We don’t live our lives under the shadow of an enormous canopy of financial trading, IFIs, MNCs, shareholders, banks, CEOs, managers and all the rest of it… People own and run their workplaces together. It’s a big learning curve for a lot of people brought up in more top-down societies, but the “democratic natives” have been doing it since childhood, and have learned the skills to get on with each other’s very different ways of being and talking, skills, comfort zones etc.

In Dublin, owners, landlords and managers are now looked on with something of the same suspicion that beggars, addicts and the unemployed used to be met with. People take pride in workplaces that are genuinely “theirs” – and in finding ways of including both those who were previously excluded and those who are learning how to work with others as equals for the first time.

Part of what’s made this possible is a huge shift away from “bullshit jobs” and pointless industries. Averting climate breakdown meant directly confronting a series of powerful industries – fossil fuel, airlines, meat production in particular – and the broader drive to growth for its own sake. Farming, craft, art, education, science, health, travel and so on still happen but in radically different ways. Advertising, banking, accountancy, fossil fuels, much of construction and most of the car industry, and a million other activities … don’t.

Transport has become much more collective, and has slowed down again. A lot more energy goes into design and engineering, working out ways of doing things that aren’t massively destructive, and mining the debris of previous generations’ junk. Agribusiness has collapsed, while fishing and meat production have shrunk massively. A lot more food is produced locally, and much less processed food is eaten. Slowly, natural processes are taking back land that was once given over to monocultures or industrial uses; many communities have taken on turning brownfield sites into spaces for ecological rebirth.

Many people move through several different focusses in the course of their life – as some people always did: often something showy and high-energy as young people, something more geared towards immediate production and the everyday if they become parents, and something more reflective or creative in later life. There are still practical benefits, as well as other people’s respect, to be had from doing things well, but most people find their retirement from full-time activity is a lot less habit-bound and constrained.

States have mostly withered away, once sharp class divides no longer need to be policed. Most people spend a chunk of their time in meetings, helping to organise the bit of the world they’re most interested in – a neighbourhood, the postal system, their workplace, the Internet, their local port, nearby mountains – but people are firmly discouraged from spending too much time in administration. To the surprise only of a few, this way of running things is at least as effective as the old managerialism driven by people’s career aspirations and desire to say the right things to those above them.

A few people have decided to retreat into religious communities where everyone agrees to operate by the rules of a church, or play at being capitalists, or dress up as Proper States. So long as they don’t try and impose this on other people – and people are free to leave – others normally let them at it. If they go too far down the route of punishing unbelievers, running armies or letting people starve, neighbouring communities usually step in to disrupt the game.
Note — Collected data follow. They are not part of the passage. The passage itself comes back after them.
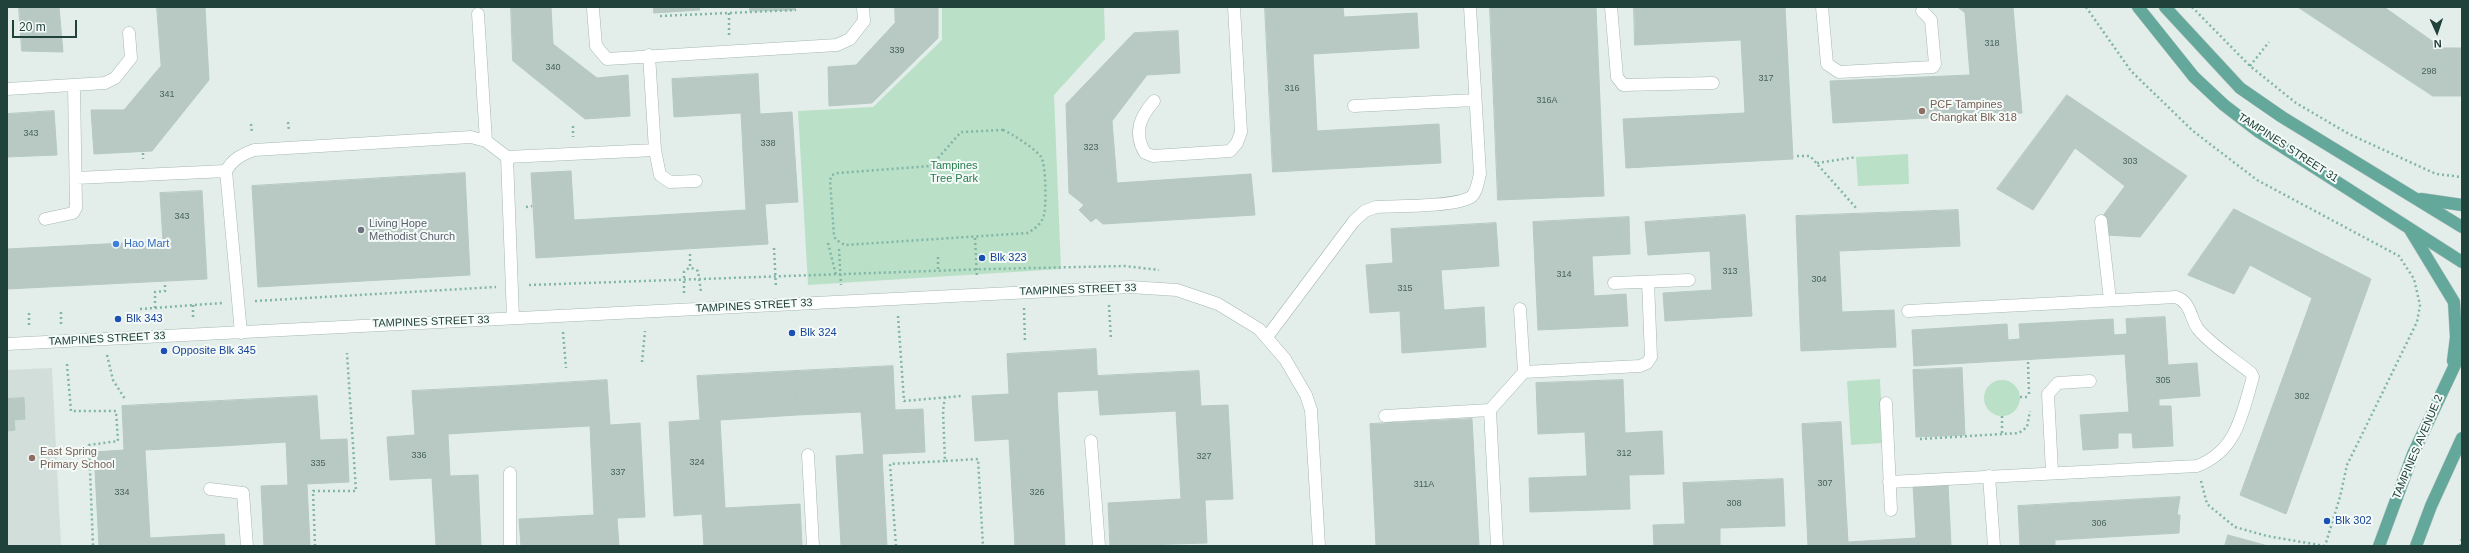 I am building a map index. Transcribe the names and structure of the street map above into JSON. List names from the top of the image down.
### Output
{
  "streets": {
    "main road": ["TAMPINES STREET 31", "TAMPINES AVENUE 2"],
    "street": ["TAMPINES STREET 33"]
  },
  "parks": ["Tampines Tree Park"],
  "places": [
    "PCF Tampines Changkat Blk 318",
    "Living Hope Methodist Church",
    "Hao Mart",
    "Blk 323",
    "Blk 343",
    "Blk 324",
    "Opposite Blk 345",
    "East Spring Primary School",
    "Blk 302"
  ],
  "house_numbers": [
    "318",
    "339",
    "340",
    "298",
    "317",
    "316",
    "341",
    "316A",
    "343",
    "338",
    "323",
    "303",
    "343",
    "313",
    "314",
    "304",
    "315",
    "305",
    "302",
    "312",
    "336",
    "327",
    "324",
    "335",
    "337",
    "307",
    "311A",
    "334",
    "326",
    "308",
    "306"
  ],
  "scale_bar": "20 m",
  "north": "bottom"
} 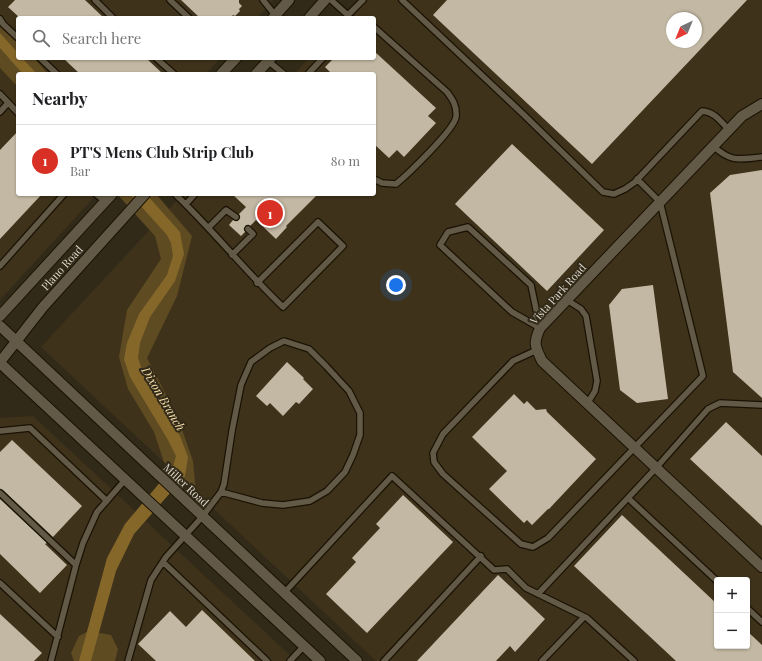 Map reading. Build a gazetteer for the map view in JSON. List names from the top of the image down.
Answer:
{
  "streets": {
    "main road": ["Plano Road", "Vista Park Road", "Miller Road"]
  },
  "crossings": [
    ["Plano Road", "Miller Road"]
  ],
  "water": ["Dixon Branch"],
  "north": "bottom left",
  "page": {
    "search": "Search here",
    "heading": "Nearby",
    "list": [
      {
        "mark": "1",
        "name": "PT'S Mens Club Strip Club",
        "note": "Bar",
        "value": "80 m"
      }
    ],
    "pins": "1",
    "map_buttons": ["+", "−"]
  }
} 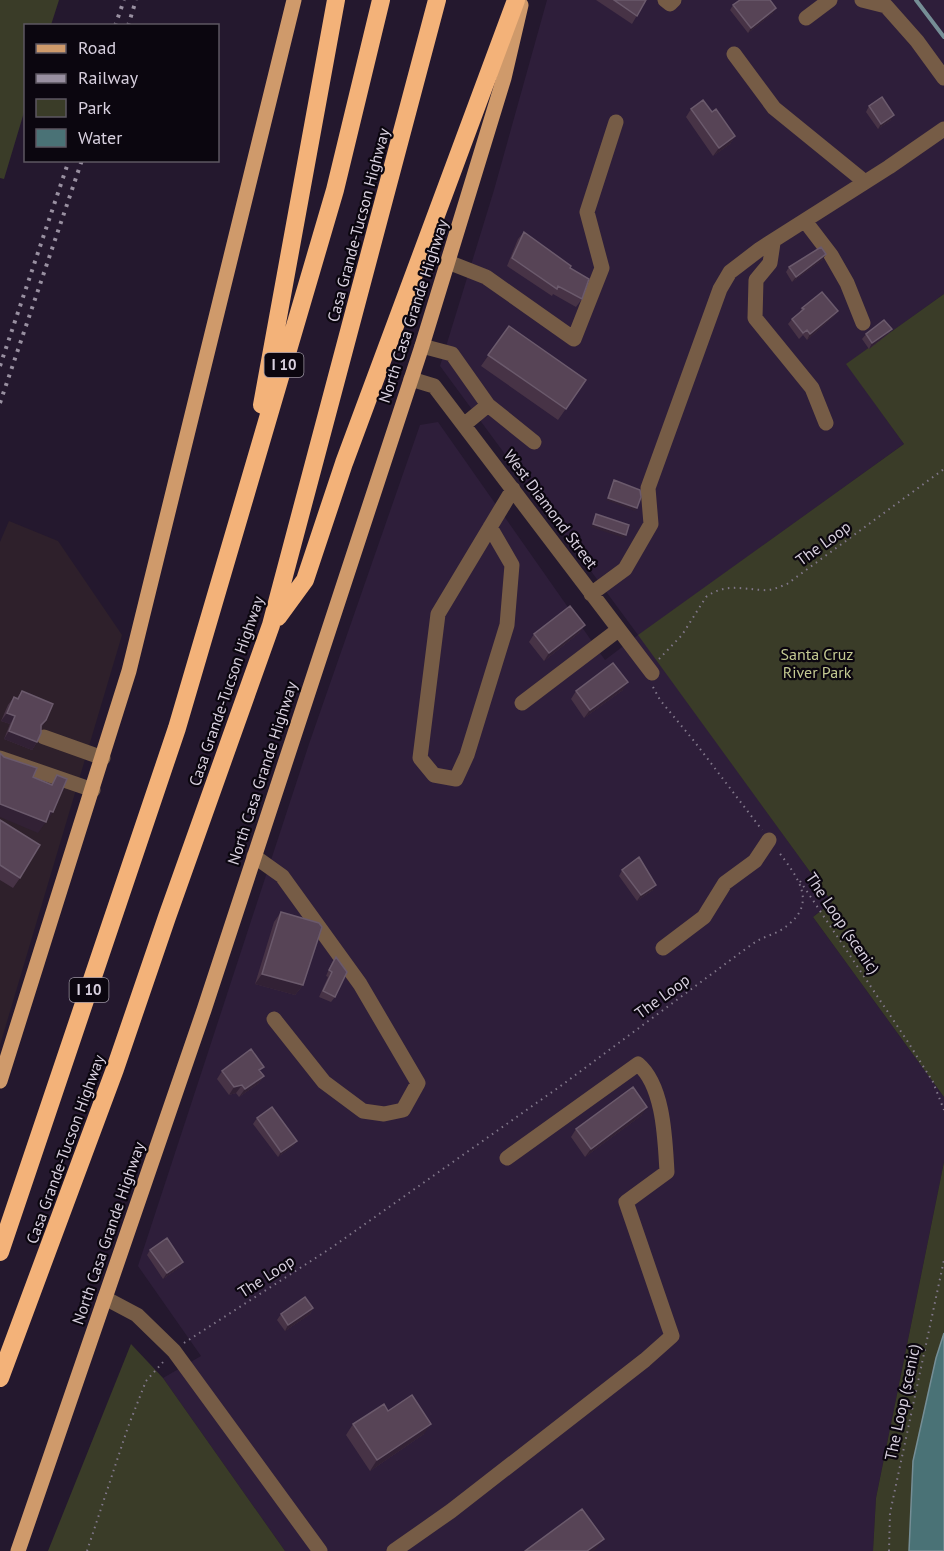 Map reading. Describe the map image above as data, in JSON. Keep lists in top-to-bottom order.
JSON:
{
  "streets": {
    "highway": ["Casa Grande-Tucson Highway", "I 10"],
    "main road": ["North Casa Grande Highway"],
    "street": ["West Diamond Street"],
    "path": ["The Loop", "The Loop (scenic)"]
  },
  "crossings": [
    ["North Casa Grande Highway", "West Diamond Street"],
    ["West Diamond Street", "The Loop"],
    ["The Loop", "The Loop (scenic)"]
  ],
  "parks": ["Santa Cruz River Park"],
  "legend": [
    "Road",
    "Railway",
    "Park",
    "Water"
  ]
}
Borders, passports and citizenship are now historical memories, as vague as the Iron Curtain for most people today, and in a world that is no longer structured by artificial scarcity race and ethnicity no longer provide the same grounds for attempts to exclude others from workplaces or social support. Learning how to live with difference has been a real challenge, and is seen as part of what makes a competent, mature adult. While much of the world has always been multilingual, people in countries like Ireland are learning how to add a bit of a few extra languages for different purposes, and not making too much of a big deal of it. There are still challenges of many kinds, but people no longer nod their heads along with anti-traveller or anti-immigrant racism.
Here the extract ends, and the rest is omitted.